→ **What is required**: Without the pictures, output all of the data exactly.

→ **Dataset content**:
◆ ◆ ◆

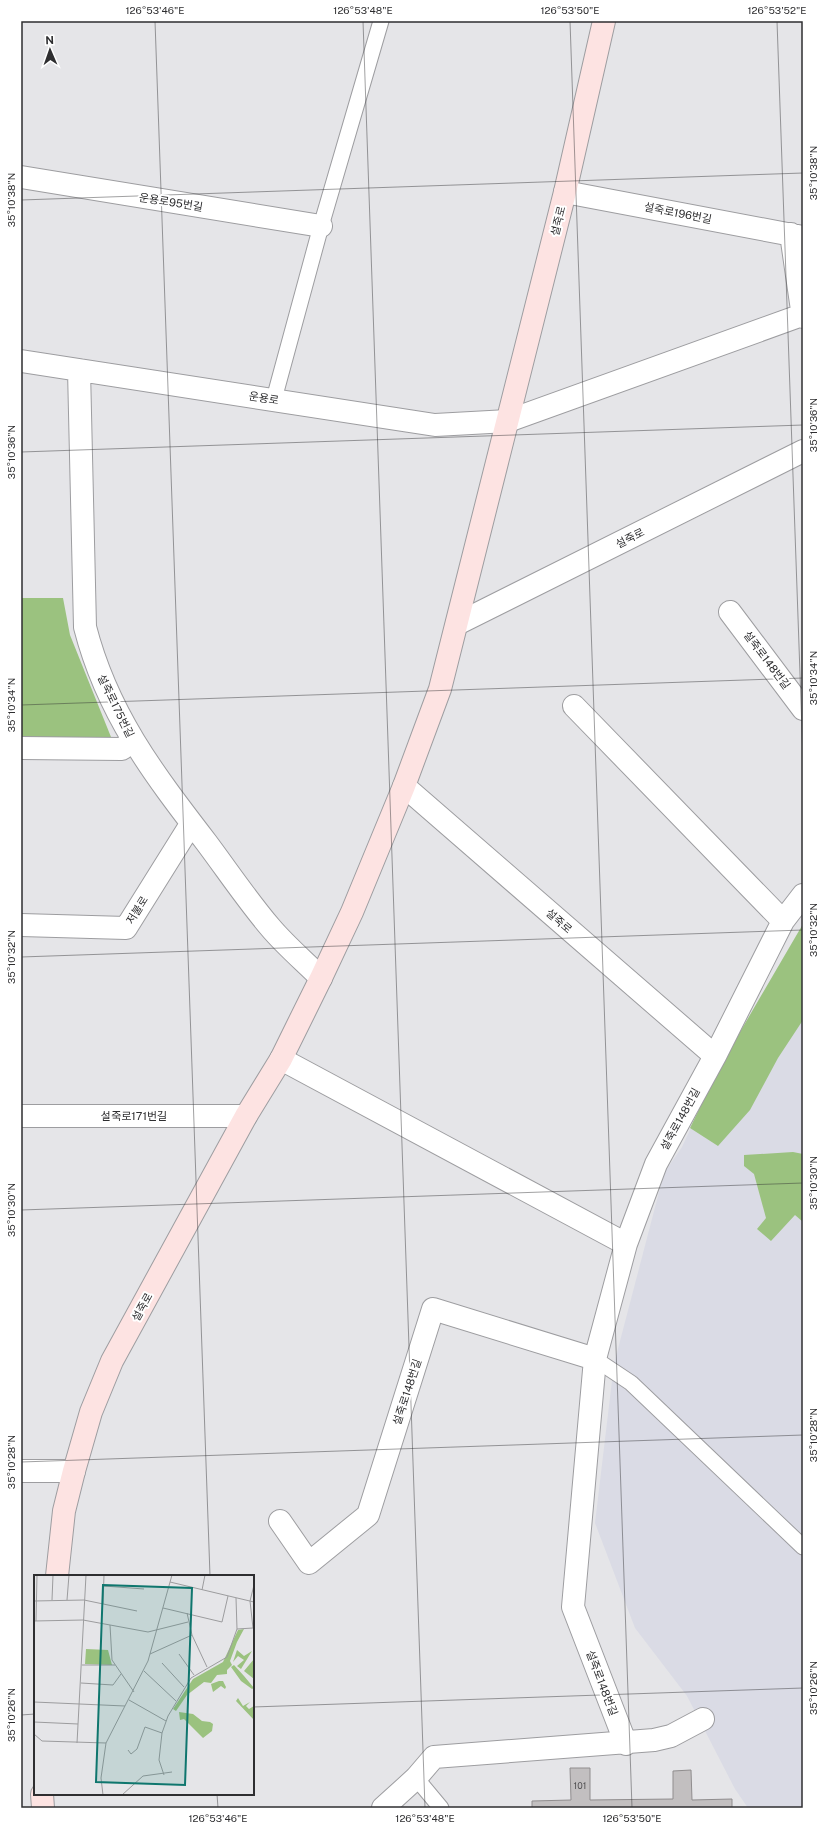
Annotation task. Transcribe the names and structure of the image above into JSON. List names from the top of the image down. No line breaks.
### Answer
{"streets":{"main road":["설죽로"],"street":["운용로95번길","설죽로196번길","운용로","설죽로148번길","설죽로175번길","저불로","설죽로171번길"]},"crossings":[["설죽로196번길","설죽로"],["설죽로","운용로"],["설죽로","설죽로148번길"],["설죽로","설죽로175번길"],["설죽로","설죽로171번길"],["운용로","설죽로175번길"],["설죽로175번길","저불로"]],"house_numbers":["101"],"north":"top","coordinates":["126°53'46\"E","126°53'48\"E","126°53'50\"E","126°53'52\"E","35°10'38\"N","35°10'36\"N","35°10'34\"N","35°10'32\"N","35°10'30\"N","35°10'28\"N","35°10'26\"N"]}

◆ ◆ ◆

→ **Response area**:
Annotation task. Transcribe the names and structure of the image above into JSON. List names from the top of the image down. No line breaks.
### Answer
{"streets":{"main road":["설죽로"],"street":["운용로95번길","설죽로196번길","운용로","설죽로148번길","설죽로175번길","저불로","설죽로171번길"]},"crossings":[["설죽로196번길","설죽로"],["설죽로","운용로"],["설죽로","설죽로148번길"],["설죽로","설죽로175번길"],["설죽로","설죽로171번길"],["운용로","설죽로175번길"],["설죽로175번길","저불로"]],"house_numbers":["101"],"north":"top","coordinates":["126°53'46\"E","126°53'48\"E","126°53'50\"E","126°53'52\"E","35°10'38\"N","35°10'36\"N","35°10'34\"N","35°10'32\"N","35°10'30\"N","35°10'28\"N","35°10'26\"N"]}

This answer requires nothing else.